Par le Pr YVES GANDON*
ON CONNAÎT les principaux facteurs de risque de cancer colo-rectal (CCR) : âge, antécédents personnels ou familiaux (ascendants directs et fratrie) de CCR ou d'adénome avant 65 ans, pathologie inflammatoire intestinale chronique (MICI), alimentation riche en graisse et pauvre en fibres, tabac… On peut donc en premier lieu inciter la population à modifier ses habitudes alimentaires. Aux États-Unis, on estime que le risque de CCR pourrait être réduit d'un tiers si l'apport en fibres était augmenté de seulement une douzaine de grammes par jour. Mais le point majeur de la prévention est l'ablation préventive des « polypes » colo-rectaux. En effet, le CCR survient dans la plupart des cas sur une lésion préexistante, l'adénome. On considère que 7 % des personnes de 45 à 49 ans en sont porteurs, 16 % entre 50 et 59 ans et de 20 à 33 % entre 65 et 74 ans. La croissance de ces lésions est lente et la dégénérescence souvent tardive. Elle est présente dans 0,3 % des adénomes de moins de 1 cm de diamètre, 9 % des adénomes de 1 à 2 cm et 28 % des adénomes supérieurs à 2 cm. La durée moyenne de transformation d'un adénome en cancer serait de l'ordre d'une dizaine d'années. Cette transformation serait plus courte, de l'ordre de trois à quatre ans, pour les lésions planes, plus difficiles à détecter. La résection endoscopique des adénomes supprime le risque de dégénérescence. Cependant, une surveillance régulière reste dans ce cas nécessaire pour rechercher l'apparition de nouvelles lésions.
Le dépistage du CCR repose en France sur la stratification des risques en dissociant la population générale à risque moyen de la population à risque élevé qui présente des facteurs de risques significatifs et particulièrement des antécédents personnels ou familiaux de CCR ou d'adénome (de plus de 1 cm ou avec une composante villeuse). Isolément, la survenue dans une famille d'un CCR après 65 ans ne majore pas le risque des autres membres d'une famille.
Méthodes de dépistage.
L'Hemoccult permet de détecter les saignements occultes. Cette méthode est relativement simple, mais sa sensibilité est réduite car elle ne détecte que 50 % des cancers environ. Malgré cette limitation, l'utilisation régulière de ce test permet de réduire de 15 à 33 %, selon les études, le risque de décès lié au CCR. Mais, pour atteindre cet objectif, il faut répéter annuellement le test car, sinon, le risque de méconnaître un cancer devient trop élevé. En revanche, ce test est assez spécifique, avec une valeur prédictive de néoplasie d'environ 40 %, autrement dit si un Hemoccult est positif, le risque de CCR est de l'ordre de 10 % et celui d'adénome de 30 %. Le taux global de positivité d'un test est de 2 %, devant donc en théorie amener à la réalisation de 20 000 coloscopies si l'on teste 1 million d'individus. En réalité, il y a environ 20 % des patients qui, malgré un test positif, ne se font pas faire de coloscopie.

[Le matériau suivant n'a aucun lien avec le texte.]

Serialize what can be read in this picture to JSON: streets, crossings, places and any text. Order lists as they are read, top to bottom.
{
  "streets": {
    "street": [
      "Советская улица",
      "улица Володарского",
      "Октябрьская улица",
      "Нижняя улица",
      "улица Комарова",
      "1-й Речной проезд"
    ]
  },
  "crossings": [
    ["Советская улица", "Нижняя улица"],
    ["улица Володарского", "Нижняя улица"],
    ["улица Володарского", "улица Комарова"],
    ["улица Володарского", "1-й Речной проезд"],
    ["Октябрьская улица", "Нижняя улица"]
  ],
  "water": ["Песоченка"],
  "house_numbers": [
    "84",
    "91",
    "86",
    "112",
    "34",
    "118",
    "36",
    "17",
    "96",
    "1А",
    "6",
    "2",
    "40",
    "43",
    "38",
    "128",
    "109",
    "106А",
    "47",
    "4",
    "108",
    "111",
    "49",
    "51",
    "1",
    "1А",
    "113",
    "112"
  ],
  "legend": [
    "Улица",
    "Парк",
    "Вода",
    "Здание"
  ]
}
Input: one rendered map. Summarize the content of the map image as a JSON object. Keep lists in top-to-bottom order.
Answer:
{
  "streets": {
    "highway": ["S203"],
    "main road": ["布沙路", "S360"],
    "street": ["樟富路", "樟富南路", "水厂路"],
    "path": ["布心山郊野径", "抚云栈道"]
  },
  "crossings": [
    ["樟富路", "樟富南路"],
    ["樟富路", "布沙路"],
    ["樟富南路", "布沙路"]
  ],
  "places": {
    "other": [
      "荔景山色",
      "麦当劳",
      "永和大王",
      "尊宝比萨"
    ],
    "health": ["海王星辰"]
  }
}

La vidéocoloscopie est réservée aux risques élevés ou, bien sûr, aux patients avec Hemoccult positif. Elle permet le diagnostic, la résection ou la biopsie des lésions. Elle est réalisée dans l'immense majorité des cas sous anesthésie générale au cours d'une courte hospitalisation. La préparation se fait plus souvent par absorption de polyéthylène glycol que par laxatifs. Elle est complète dans environ 5 % des cas. Elle peut manquer des lésions qui siègent dans un segment non exploré, mais qui peuvent aussi être masquées par un pli ou par des résidus en cas de préparation imparfaite. Les lésions planes peuvent être de diagnostic difficile et imposer l'utilisation de coloration de la muqueuse pour être démasquées. Le taux de perforation est de l'ordre de 0,3 %.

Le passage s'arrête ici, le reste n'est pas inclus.